== To do ==
Report, as a single number, how many lines of the records contain the word "align".

::: Data :::

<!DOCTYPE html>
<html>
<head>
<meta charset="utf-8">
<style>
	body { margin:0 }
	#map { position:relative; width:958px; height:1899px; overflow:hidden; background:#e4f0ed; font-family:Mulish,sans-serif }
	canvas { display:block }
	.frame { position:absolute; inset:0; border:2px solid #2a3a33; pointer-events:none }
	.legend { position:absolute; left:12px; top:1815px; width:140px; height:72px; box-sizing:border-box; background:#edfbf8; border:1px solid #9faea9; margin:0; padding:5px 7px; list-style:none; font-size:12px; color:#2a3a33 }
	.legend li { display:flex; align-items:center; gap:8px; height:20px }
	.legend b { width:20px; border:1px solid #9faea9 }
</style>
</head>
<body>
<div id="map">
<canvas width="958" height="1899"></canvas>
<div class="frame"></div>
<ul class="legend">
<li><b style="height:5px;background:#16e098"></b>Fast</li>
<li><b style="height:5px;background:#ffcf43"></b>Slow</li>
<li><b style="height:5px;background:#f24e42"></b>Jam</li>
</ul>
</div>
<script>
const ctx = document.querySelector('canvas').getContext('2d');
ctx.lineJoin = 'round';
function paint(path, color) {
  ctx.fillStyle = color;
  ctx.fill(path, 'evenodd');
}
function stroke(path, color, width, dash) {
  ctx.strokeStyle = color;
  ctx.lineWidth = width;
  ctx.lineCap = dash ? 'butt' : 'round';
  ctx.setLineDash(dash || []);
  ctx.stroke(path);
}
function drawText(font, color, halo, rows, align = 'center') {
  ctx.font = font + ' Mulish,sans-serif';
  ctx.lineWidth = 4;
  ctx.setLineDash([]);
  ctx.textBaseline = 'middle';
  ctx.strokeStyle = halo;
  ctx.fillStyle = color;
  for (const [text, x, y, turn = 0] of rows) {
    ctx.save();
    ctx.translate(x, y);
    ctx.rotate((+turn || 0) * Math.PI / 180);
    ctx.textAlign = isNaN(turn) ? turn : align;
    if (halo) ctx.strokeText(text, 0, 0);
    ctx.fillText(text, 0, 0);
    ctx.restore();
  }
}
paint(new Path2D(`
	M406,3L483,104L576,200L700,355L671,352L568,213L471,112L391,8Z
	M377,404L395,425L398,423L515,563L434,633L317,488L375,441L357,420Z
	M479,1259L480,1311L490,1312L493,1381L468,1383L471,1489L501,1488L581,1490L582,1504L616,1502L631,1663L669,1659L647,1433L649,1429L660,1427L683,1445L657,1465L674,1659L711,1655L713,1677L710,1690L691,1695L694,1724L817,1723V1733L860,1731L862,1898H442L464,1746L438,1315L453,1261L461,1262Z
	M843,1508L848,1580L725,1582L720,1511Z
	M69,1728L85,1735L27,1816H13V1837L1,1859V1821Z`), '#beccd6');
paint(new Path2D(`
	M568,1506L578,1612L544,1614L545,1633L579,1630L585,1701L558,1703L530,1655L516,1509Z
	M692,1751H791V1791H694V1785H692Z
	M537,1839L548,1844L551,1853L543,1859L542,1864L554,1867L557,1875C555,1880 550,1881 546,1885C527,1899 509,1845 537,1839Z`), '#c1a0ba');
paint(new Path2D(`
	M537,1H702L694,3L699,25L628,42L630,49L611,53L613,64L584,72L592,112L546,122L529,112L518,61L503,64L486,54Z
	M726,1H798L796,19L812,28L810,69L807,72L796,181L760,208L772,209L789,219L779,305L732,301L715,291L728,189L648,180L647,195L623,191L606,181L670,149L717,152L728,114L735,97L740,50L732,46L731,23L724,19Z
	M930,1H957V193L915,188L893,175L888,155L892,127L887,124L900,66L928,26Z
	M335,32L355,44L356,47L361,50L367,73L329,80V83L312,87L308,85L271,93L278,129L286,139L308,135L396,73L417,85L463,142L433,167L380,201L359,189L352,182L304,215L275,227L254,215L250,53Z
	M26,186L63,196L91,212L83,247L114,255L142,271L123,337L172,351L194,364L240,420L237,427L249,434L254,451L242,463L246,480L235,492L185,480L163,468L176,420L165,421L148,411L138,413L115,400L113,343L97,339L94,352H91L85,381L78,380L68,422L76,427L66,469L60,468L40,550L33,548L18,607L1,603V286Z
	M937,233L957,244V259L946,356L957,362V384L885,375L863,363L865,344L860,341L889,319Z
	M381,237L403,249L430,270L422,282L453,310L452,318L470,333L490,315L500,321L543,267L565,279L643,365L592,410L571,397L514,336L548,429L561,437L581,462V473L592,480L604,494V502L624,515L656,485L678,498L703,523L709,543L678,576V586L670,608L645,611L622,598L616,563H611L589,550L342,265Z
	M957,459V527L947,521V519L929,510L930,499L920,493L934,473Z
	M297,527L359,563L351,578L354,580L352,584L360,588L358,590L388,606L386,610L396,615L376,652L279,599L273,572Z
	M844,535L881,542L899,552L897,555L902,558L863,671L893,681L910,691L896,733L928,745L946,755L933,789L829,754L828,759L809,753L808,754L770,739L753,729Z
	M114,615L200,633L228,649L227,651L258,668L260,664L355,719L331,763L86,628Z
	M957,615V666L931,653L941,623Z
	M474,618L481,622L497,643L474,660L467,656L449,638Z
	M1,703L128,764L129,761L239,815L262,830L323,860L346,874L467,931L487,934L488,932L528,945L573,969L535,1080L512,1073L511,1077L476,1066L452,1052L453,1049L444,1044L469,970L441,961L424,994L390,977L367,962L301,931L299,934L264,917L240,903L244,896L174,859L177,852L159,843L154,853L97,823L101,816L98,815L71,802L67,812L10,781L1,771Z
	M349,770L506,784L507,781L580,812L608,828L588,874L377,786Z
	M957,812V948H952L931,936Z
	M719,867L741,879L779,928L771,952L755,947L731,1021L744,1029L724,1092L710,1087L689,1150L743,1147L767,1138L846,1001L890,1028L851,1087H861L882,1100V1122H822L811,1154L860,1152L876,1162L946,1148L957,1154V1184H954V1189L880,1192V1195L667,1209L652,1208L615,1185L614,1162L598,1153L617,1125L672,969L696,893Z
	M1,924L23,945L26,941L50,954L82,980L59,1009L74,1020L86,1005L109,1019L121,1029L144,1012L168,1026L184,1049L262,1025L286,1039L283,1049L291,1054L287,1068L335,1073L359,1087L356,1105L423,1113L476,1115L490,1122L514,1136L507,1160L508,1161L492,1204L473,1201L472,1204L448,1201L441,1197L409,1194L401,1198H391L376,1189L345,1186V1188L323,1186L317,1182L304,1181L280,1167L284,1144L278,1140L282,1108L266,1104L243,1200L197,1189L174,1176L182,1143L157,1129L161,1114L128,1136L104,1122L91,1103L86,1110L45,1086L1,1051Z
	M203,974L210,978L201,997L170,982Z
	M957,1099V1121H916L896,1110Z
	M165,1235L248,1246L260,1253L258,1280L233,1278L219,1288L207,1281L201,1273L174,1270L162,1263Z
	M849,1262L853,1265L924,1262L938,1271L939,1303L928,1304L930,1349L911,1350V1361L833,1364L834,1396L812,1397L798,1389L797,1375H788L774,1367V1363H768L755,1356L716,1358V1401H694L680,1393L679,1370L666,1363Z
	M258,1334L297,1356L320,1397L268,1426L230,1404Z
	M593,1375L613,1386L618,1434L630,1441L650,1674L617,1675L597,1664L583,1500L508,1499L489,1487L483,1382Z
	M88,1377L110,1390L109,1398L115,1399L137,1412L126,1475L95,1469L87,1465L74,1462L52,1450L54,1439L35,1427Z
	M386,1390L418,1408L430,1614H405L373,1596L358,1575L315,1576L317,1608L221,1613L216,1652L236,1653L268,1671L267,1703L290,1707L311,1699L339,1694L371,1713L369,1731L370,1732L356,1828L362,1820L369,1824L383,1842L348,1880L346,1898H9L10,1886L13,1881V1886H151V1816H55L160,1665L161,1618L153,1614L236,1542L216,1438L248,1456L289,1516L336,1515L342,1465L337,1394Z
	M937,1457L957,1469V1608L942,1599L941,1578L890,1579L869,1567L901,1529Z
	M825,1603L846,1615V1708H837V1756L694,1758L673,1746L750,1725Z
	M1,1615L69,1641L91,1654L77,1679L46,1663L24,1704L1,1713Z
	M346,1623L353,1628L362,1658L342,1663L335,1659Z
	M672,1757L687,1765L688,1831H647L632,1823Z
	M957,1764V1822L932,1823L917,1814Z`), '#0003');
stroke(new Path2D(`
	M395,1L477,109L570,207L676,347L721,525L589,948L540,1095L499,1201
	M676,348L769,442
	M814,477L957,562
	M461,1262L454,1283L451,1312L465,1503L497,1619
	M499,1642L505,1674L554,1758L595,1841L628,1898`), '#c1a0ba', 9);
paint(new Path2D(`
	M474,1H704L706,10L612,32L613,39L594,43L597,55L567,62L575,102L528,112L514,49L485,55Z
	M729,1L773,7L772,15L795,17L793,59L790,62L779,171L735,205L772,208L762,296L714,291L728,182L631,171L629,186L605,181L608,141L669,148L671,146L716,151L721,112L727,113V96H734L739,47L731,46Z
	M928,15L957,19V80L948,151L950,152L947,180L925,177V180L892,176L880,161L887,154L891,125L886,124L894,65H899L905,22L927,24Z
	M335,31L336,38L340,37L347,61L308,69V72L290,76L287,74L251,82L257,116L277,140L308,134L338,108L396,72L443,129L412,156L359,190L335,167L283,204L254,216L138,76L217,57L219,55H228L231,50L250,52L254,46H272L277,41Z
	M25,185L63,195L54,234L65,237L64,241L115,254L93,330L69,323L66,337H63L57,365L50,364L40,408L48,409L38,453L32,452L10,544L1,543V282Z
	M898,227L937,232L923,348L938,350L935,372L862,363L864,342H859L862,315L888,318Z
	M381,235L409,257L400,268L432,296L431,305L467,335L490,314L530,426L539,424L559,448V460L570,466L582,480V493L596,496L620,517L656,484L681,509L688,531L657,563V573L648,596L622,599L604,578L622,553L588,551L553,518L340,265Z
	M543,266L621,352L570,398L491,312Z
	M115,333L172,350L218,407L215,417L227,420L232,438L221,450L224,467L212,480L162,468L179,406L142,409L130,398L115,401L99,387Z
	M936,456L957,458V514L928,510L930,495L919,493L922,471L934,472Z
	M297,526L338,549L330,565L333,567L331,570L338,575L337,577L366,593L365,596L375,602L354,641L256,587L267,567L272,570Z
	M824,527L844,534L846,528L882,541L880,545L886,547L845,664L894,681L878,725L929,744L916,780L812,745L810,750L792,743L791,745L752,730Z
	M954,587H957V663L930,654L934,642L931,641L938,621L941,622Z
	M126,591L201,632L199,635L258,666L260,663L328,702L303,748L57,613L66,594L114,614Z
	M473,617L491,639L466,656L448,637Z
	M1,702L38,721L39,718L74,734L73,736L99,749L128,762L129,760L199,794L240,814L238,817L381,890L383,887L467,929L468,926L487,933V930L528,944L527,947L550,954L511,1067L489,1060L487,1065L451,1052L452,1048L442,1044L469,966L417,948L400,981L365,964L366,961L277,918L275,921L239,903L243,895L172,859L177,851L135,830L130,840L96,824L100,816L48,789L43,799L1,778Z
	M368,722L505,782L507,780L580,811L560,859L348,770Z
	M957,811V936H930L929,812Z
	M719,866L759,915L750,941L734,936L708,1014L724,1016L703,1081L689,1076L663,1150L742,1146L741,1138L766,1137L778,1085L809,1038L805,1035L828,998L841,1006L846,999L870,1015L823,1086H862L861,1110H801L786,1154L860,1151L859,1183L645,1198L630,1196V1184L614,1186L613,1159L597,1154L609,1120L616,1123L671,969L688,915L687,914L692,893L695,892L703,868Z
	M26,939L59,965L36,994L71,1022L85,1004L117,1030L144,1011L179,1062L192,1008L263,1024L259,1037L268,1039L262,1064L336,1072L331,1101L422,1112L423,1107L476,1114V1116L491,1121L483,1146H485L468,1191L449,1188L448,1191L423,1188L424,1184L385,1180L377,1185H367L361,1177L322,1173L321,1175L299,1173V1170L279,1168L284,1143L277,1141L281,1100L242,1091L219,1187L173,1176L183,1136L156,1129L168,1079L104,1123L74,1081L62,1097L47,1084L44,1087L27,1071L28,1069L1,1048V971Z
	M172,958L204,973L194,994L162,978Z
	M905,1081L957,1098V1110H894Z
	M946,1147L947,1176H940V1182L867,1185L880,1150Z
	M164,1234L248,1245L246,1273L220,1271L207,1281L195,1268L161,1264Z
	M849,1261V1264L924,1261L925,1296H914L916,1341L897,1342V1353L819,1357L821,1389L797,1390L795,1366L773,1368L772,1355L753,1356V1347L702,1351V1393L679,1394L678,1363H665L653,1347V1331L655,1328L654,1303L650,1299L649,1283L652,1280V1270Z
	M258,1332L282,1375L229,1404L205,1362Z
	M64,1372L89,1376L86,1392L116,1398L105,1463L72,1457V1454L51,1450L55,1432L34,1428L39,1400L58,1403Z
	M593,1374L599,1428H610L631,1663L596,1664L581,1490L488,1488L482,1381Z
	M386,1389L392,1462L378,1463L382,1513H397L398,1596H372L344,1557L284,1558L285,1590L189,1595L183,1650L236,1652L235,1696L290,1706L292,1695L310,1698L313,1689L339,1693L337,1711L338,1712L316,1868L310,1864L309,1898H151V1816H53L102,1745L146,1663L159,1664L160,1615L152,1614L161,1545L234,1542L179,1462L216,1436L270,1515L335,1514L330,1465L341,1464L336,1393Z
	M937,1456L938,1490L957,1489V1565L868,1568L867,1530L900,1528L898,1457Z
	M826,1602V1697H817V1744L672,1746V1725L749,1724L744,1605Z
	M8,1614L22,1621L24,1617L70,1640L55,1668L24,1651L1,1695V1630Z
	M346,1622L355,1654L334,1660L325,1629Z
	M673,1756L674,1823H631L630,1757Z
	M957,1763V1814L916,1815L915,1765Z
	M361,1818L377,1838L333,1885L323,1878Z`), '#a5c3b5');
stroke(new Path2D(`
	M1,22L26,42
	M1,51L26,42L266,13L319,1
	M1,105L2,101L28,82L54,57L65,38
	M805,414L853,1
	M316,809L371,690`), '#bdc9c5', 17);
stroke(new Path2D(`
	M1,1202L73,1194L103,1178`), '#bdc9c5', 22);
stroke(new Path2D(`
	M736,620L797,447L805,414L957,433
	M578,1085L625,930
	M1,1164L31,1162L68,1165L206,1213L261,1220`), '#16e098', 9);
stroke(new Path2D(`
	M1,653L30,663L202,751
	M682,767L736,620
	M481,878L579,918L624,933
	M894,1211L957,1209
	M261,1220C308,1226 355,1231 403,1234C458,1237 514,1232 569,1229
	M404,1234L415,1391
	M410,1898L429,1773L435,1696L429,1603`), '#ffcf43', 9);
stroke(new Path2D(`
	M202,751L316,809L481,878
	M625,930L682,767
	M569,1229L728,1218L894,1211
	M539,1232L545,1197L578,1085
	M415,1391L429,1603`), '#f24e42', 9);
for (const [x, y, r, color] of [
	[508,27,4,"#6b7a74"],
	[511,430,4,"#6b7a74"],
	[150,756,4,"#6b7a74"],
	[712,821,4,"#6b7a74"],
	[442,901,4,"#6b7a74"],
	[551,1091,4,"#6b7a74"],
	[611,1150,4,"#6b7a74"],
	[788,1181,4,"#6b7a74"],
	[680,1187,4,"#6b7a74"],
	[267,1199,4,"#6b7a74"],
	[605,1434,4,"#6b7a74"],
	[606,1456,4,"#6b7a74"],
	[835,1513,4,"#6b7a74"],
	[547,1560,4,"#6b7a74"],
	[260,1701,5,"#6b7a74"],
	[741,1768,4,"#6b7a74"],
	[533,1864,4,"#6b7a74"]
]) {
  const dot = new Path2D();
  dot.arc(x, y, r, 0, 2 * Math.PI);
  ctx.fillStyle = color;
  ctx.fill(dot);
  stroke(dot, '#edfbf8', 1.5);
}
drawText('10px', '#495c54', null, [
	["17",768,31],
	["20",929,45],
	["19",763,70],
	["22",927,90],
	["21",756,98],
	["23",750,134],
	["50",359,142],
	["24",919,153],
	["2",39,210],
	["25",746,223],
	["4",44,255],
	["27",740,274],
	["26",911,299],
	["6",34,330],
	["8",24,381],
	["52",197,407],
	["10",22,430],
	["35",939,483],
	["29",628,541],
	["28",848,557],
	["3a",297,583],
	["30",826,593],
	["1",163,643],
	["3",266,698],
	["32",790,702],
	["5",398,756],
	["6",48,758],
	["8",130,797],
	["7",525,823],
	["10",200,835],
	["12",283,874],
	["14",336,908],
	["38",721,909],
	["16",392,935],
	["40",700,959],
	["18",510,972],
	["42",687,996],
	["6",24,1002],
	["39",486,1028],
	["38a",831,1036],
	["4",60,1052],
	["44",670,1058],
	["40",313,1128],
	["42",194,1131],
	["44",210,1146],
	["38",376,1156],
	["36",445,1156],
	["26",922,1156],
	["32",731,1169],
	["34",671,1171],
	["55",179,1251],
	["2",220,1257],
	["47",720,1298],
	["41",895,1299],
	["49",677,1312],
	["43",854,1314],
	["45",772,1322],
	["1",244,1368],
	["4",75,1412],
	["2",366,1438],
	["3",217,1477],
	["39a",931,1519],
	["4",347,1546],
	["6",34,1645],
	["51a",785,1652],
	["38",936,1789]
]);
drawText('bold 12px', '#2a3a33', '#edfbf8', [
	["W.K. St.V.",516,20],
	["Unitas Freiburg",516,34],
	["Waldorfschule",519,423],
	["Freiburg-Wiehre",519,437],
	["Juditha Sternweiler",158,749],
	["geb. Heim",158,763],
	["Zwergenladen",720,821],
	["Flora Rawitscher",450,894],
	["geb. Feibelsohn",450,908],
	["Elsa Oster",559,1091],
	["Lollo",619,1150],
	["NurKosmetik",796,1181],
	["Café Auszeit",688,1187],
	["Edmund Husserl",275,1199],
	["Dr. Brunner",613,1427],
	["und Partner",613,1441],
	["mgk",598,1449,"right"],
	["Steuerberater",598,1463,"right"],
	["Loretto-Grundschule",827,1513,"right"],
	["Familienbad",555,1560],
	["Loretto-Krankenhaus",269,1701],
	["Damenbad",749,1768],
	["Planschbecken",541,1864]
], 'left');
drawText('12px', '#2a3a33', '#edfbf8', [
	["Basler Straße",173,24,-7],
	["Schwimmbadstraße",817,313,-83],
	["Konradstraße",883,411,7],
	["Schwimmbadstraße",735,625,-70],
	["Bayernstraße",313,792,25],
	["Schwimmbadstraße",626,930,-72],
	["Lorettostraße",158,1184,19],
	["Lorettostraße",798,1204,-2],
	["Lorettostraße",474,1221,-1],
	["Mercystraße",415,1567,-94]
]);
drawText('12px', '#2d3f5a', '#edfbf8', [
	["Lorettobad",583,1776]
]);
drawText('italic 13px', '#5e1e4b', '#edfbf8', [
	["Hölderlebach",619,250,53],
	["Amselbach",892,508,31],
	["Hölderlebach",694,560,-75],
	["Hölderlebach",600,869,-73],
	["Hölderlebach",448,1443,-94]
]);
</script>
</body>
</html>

:::

== Your response ==
3